TASK INPUTS

______

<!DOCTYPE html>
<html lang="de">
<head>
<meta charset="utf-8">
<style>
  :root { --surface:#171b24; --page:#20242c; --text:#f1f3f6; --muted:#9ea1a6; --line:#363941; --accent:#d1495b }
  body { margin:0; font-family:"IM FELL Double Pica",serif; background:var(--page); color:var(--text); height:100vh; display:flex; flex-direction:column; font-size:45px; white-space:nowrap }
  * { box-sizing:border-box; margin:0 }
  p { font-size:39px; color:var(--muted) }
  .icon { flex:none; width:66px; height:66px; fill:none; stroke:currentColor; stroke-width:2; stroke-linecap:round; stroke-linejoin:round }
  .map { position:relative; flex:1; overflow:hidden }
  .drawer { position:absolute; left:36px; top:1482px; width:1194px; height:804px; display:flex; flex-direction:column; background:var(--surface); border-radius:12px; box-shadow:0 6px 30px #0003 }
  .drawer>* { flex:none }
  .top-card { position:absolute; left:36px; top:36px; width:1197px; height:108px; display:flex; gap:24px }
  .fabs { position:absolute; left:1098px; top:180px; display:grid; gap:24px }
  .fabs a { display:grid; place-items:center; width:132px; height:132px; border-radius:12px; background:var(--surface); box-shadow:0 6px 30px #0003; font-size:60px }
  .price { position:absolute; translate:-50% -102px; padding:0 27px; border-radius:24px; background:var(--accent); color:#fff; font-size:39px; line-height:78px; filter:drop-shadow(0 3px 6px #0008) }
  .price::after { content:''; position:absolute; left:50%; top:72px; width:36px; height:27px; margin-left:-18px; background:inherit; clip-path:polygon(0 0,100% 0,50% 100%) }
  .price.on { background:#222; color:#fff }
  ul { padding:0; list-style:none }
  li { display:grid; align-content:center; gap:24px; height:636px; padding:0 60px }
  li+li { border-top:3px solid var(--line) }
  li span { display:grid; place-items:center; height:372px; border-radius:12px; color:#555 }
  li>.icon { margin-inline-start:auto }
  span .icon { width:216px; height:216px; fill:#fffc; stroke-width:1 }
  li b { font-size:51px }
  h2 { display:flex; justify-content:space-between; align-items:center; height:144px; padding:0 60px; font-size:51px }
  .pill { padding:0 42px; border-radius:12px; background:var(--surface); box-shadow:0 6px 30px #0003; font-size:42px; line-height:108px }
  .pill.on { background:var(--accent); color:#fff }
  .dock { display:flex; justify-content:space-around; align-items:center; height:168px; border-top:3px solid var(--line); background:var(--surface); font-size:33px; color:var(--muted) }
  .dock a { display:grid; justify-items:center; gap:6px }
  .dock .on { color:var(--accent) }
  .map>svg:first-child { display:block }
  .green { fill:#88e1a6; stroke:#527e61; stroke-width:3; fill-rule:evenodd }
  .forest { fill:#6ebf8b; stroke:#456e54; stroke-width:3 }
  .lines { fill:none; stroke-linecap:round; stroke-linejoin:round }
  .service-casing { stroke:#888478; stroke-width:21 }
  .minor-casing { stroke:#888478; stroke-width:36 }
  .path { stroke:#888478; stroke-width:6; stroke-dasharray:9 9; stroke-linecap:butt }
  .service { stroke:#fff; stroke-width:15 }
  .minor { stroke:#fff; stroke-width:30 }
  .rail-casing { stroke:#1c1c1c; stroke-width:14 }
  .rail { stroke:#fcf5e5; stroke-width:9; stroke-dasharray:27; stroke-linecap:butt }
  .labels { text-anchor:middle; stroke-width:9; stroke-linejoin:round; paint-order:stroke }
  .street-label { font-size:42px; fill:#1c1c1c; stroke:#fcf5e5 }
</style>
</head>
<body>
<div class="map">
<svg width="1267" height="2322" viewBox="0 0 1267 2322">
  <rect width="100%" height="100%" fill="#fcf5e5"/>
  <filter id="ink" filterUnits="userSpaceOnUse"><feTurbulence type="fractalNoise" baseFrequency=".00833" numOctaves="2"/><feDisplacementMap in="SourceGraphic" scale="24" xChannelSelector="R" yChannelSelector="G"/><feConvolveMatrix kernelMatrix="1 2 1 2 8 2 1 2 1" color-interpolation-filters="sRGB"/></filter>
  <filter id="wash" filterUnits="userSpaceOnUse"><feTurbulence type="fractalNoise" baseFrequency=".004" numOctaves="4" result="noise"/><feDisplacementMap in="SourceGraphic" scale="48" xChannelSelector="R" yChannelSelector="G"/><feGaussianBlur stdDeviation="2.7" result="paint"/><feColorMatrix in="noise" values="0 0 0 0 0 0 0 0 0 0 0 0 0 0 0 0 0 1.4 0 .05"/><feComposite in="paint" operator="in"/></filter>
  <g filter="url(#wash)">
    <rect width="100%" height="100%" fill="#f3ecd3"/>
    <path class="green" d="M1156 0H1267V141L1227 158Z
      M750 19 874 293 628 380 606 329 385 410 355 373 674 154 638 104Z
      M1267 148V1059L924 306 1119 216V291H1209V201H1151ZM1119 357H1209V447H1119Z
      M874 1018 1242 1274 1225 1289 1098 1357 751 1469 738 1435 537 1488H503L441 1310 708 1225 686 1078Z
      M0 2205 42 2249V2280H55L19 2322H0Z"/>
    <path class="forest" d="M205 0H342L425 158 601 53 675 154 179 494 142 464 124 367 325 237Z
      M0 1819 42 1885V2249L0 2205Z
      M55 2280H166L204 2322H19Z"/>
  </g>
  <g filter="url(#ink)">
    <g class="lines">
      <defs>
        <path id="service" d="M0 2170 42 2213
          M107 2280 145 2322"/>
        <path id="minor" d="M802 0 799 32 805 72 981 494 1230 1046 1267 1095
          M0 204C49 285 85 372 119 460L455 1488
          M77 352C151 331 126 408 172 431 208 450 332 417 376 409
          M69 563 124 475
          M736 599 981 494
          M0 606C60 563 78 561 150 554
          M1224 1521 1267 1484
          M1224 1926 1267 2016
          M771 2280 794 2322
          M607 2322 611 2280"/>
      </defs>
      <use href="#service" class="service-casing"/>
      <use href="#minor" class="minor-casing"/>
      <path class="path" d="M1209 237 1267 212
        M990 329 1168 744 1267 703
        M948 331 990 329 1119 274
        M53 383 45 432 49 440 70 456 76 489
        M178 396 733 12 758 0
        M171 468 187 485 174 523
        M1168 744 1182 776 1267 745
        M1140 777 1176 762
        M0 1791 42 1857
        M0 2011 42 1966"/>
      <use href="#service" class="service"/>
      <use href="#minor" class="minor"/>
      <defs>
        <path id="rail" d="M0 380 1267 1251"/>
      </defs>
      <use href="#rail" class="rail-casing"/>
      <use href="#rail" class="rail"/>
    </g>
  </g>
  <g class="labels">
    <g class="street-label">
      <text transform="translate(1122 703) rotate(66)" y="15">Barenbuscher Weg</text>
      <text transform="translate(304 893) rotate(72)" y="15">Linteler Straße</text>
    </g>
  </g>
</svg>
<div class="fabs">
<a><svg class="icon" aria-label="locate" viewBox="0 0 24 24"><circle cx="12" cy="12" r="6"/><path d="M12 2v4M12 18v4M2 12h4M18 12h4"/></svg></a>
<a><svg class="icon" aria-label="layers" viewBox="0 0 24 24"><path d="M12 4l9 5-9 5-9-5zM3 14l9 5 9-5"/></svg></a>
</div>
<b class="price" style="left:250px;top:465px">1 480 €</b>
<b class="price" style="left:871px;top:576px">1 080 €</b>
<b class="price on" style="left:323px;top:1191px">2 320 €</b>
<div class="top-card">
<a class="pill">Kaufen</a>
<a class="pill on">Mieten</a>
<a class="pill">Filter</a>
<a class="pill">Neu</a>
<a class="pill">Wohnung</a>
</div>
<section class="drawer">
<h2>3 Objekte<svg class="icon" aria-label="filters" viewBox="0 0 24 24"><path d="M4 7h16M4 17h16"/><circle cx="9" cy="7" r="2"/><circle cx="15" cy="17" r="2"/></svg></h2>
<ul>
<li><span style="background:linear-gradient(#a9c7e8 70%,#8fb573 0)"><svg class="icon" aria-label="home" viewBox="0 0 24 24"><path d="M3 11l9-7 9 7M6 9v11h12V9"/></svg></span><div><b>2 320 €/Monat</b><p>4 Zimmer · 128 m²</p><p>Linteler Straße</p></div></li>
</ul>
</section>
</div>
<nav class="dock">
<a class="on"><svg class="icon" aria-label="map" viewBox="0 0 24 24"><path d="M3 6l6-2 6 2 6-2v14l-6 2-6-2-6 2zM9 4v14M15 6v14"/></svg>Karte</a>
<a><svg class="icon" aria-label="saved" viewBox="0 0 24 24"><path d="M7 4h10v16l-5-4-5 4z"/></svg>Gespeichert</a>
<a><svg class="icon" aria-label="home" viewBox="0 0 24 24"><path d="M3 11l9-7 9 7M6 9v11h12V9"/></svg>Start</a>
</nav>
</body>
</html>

______

PROBLEM DETAILS
Once a line of the records is found to contain "left", copy it out.

ANSWER SPACE
  .drawer { position:absolute; left:36px; top:1482px; width:1194px; height:804px; display:flex; flex-direction:column; background:var(--surface); border-radius:12px; box-shadow:0 6px 30px #0003 }
  .top-card { position:absolute; left:36px; top:36px; width:1197px; height:108px; display:flex; gap:24px }
  .fabs { position:absolute; left:1098px; top:180px; display:grid; gap:24px }
  .price::after { content:''; position:absolute; left:50%; top:72px; width:36px; height:27px; margin-left:-18px; background:inherit; clip-path:polygon(0 0,100% 0,50% 100%) }
<b class="price" style="left:250px;top:465px">1 480 €</b>
<b class="price" style="left:871px;top:576px">1 080 €</b>
<b class="price on" style="left:323px;top:1191px">2 320 €</b>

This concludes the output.